Trend, özellikle Kim Kardashian ve Khloe Kardashian gibi isimlerin sosyal medya paylaşımlarıyla geniş kitlelere ulaştı. Şarkıcı Charli XCX ise dolgu yerine somon DNA enjeksiyonunu tercih ettiğini açıklarken, Jennifer Aniston da “Somon derisi kadar pürüzsüz bir cilde sahibim” diyerek esprili bir yorum yaptı. Bu ünlülerin ilgisi, uygulamanın kısa sürede popülerleşmesine ve fiyatların hızla artmasına neden oldu.
Dermatolog John Pagliaro, polinükleotidlerin biyolojik açıdan anlamlı moleküller olduğunu kabul ediyor, ancak parçalanmış somon DNAsının insan cildi üzerindeki uzun vadeli etkilerine dair güçlü bilimsel veri bulunmadığını vurguluyor. Birçok dermatoloji derneği, henüz yeterli klinik çalışma olmadan bu tür uygulamaların yaygınlaştırılmasını temkinli yaklaşılması gerektiğini belirtiyor. Ayrıca, alerjik reaksiyon ve enfeksiyon riskleri gibi potansiyel yan etkiler de göz ardı edilmemeli.

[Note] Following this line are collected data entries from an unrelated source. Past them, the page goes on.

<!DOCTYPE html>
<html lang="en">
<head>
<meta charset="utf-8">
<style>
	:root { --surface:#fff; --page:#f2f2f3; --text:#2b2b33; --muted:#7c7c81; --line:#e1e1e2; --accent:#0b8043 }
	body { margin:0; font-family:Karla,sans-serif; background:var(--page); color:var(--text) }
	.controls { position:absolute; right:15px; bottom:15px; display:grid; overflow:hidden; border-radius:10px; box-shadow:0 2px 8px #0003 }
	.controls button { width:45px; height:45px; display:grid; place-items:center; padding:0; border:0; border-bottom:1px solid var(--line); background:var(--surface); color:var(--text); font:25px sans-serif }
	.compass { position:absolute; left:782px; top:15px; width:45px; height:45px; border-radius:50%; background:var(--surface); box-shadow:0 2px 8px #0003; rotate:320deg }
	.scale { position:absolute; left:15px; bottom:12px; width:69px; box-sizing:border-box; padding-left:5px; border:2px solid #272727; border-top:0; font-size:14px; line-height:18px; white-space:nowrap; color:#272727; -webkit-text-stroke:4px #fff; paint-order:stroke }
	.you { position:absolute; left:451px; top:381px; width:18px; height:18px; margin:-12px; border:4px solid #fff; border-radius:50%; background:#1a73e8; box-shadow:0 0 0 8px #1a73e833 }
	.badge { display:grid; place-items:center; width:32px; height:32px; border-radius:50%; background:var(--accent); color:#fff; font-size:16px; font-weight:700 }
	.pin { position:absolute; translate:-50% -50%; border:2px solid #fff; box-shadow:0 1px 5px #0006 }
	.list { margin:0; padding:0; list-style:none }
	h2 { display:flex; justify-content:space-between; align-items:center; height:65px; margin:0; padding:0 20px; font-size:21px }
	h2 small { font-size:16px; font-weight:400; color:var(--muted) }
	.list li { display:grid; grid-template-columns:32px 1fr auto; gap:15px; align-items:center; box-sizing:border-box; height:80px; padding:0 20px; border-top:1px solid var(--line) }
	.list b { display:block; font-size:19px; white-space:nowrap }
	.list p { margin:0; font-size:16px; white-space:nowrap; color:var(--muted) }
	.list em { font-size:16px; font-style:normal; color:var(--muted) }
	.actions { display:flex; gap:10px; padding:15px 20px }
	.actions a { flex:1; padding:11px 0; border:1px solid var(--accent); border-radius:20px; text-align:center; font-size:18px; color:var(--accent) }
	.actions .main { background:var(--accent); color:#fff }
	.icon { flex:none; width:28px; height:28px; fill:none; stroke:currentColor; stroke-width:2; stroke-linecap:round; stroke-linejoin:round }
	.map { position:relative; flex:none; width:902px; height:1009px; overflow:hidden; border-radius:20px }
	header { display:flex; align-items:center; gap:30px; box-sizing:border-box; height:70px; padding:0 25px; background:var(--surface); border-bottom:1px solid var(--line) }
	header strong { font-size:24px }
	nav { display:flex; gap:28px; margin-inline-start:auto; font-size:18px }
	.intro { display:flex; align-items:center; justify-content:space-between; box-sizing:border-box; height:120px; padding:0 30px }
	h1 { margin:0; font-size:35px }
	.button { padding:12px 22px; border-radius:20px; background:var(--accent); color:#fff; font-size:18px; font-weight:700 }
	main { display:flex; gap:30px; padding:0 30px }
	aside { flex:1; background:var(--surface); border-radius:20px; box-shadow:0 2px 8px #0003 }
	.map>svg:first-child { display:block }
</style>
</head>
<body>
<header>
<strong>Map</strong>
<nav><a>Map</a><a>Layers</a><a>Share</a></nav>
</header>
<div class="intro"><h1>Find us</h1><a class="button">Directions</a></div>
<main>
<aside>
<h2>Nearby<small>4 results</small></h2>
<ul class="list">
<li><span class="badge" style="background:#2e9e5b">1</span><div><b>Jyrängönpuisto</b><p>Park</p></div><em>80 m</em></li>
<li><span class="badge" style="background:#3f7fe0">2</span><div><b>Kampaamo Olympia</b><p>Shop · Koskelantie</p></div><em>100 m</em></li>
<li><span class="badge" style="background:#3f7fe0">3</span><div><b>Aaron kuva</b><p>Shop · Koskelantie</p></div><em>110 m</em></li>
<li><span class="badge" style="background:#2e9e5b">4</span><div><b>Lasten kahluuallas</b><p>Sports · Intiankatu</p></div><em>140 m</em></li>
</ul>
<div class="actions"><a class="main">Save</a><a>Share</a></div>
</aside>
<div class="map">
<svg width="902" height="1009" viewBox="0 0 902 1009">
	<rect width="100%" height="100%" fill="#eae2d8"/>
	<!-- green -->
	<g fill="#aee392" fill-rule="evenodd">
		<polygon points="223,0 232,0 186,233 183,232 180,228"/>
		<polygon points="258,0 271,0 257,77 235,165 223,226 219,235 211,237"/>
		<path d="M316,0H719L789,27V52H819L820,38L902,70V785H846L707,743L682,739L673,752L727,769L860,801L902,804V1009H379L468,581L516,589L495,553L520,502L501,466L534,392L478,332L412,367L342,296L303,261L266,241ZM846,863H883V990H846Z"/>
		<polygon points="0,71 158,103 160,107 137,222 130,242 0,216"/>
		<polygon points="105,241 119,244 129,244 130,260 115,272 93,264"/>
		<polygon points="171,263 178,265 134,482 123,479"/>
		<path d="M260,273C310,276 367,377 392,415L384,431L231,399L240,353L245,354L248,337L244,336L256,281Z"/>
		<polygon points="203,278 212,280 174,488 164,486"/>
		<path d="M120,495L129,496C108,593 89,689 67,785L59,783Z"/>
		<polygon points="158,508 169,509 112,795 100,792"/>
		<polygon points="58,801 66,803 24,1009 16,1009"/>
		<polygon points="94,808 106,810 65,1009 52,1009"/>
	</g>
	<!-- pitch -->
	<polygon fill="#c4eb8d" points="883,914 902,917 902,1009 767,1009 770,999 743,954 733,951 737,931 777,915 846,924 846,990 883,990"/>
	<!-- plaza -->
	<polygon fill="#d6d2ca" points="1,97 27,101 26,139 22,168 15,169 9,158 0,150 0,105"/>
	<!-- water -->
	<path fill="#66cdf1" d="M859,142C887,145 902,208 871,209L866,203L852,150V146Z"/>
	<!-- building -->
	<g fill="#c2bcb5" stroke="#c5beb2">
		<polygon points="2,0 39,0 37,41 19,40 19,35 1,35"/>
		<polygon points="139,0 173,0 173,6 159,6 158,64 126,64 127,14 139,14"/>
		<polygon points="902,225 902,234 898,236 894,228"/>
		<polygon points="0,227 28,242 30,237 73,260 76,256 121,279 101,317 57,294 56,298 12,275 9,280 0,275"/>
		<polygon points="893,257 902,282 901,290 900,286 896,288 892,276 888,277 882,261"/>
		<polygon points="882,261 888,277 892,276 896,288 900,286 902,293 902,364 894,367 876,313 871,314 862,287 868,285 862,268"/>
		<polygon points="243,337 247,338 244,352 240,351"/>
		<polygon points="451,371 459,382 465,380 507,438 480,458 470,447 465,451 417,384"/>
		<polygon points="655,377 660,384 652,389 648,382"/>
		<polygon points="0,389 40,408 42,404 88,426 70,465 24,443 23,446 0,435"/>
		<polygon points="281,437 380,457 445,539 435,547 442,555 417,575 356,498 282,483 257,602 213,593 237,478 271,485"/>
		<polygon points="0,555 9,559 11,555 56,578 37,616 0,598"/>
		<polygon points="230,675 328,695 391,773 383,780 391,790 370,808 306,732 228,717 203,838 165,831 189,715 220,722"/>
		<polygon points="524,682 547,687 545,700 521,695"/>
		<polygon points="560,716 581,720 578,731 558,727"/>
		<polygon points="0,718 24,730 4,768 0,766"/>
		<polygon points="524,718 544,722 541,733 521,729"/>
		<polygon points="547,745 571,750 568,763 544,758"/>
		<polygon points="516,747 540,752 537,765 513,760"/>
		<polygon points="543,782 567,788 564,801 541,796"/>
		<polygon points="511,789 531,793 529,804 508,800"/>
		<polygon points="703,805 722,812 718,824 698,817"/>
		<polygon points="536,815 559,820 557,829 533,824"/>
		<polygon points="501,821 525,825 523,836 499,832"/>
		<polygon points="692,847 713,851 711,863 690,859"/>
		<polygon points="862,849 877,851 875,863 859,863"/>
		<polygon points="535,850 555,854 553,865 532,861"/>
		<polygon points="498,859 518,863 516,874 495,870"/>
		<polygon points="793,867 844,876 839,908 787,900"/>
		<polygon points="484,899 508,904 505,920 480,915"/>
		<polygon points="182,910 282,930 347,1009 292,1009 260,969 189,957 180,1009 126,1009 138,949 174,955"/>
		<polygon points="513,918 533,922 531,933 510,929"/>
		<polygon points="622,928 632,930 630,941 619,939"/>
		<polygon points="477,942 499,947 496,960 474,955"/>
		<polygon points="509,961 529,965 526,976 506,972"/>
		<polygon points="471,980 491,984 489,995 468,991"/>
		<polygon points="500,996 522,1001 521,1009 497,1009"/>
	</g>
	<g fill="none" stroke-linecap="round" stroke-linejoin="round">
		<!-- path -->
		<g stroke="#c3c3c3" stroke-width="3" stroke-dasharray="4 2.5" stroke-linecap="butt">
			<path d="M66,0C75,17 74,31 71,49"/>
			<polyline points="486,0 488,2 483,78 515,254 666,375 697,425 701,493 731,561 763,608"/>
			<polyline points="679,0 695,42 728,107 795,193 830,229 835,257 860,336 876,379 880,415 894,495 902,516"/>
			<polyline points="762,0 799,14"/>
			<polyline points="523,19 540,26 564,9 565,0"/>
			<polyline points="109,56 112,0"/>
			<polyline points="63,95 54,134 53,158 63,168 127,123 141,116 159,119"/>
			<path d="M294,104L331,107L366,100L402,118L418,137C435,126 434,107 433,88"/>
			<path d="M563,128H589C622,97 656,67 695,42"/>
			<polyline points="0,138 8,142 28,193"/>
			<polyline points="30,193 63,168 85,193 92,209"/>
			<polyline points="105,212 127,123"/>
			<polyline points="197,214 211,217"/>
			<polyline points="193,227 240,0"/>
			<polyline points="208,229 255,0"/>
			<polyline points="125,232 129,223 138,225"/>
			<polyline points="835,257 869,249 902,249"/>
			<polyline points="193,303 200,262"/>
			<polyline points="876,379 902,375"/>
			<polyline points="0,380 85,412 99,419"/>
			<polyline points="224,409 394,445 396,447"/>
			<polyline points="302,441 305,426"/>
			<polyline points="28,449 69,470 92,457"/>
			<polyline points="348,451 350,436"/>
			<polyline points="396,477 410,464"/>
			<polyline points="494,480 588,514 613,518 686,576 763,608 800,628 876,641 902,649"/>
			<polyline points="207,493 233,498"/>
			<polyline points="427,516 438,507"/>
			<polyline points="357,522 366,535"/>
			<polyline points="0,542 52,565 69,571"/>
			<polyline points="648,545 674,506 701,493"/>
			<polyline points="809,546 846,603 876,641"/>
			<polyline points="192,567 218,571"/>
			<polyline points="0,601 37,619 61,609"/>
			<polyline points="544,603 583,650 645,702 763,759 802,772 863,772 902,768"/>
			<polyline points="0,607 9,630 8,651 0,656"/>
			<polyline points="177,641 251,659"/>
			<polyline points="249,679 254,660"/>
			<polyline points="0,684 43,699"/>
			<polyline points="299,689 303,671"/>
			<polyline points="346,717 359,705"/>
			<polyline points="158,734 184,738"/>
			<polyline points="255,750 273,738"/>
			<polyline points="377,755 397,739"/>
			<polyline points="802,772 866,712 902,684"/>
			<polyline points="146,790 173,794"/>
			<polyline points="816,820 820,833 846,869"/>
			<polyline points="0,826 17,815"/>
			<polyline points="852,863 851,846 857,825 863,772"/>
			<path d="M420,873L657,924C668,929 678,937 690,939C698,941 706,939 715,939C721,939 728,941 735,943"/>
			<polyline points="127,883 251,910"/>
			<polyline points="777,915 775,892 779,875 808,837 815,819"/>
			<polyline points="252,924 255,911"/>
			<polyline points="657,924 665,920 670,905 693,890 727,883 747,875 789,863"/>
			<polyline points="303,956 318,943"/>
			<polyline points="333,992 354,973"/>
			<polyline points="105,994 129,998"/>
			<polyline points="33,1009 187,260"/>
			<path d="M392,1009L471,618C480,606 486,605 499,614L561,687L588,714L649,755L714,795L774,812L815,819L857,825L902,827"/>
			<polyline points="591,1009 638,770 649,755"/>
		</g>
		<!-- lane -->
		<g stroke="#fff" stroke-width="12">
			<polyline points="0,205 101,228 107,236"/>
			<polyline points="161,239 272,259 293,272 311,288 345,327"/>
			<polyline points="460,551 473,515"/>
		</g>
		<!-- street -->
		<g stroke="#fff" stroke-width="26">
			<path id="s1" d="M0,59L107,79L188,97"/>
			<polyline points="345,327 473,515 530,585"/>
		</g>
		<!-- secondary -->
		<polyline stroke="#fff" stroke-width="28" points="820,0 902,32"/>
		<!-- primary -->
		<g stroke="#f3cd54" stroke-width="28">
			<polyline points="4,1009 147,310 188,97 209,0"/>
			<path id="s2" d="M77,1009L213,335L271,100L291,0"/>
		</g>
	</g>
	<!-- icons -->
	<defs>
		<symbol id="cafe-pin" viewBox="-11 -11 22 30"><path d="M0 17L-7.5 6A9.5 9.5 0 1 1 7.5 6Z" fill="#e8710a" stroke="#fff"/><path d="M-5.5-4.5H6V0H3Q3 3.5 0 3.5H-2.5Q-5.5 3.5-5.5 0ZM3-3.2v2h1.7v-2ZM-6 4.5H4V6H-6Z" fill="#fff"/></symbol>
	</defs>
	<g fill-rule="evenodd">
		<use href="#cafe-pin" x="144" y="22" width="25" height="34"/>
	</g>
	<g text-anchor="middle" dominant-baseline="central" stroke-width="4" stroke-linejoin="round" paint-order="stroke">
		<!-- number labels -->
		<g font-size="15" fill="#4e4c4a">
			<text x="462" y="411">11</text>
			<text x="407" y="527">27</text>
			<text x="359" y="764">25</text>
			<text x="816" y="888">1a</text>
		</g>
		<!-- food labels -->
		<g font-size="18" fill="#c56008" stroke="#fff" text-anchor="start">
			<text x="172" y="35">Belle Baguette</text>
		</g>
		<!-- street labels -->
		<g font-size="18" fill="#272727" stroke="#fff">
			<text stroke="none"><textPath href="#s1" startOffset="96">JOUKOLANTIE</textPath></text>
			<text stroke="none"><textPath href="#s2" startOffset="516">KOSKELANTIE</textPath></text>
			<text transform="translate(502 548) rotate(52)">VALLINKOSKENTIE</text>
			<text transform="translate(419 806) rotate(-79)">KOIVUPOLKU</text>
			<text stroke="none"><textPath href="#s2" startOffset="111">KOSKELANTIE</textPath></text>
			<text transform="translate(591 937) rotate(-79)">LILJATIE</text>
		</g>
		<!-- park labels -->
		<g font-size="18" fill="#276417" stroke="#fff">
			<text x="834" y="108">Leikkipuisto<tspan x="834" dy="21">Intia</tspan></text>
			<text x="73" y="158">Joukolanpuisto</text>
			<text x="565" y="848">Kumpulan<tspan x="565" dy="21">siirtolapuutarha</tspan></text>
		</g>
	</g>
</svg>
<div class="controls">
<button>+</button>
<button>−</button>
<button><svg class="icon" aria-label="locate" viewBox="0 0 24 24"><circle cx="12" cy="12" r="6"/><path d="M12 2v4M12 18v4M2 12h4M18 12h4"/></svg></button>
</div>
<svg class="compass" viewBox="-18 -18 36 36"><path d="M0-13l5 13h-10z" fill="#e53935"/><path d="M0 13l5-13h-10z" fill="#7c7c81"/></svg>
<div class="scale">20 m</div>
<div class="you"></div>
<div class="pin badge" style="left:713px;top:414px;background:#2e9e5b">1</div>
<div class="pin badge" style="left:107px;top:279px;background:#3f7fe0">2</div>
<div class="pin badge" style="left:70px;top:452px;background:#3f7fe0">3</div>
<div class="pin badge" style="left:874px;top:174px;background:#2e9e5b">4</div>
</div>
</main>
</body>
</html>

İngiltere’de bir seansın fiyatı 15 000‑30 000 TL arasında değişiyor ve genellikle üç seanslık bir protokol öneriliyor. Tedavinin etkinliğinin sürdürülmesi için uygulamanın her 6‑9 ayda bir tekrarlanması tavsiye ediliyor. Bu durum, yüksek maliyetli bir güzellik prosedürü olarak sınırlı bir kitleye hitap etmesine yol açıyor.
Şu ana kadar somon DNA enjeksiyonları, FDA veya EMA gibi uluslararası sağlık otoriteleri tarafından onaylanmadı. Bu da uygulamaların denetimsiz laboratuvarlarda hazırlanma riskini artırıyor. Uzmanlar, kliniklerde kullanılan maddelerin kalite kontrolünün sıkı bir şekilde yapılması ve uzun vadeli etkilerin incelenmesi gerektiğini savunuyor. Trendin sürdürülebilirliği, bilimsel kanıtların ortaya çıkması ve düzenleyici çerçevelerin netleşmesine bağlı olacak.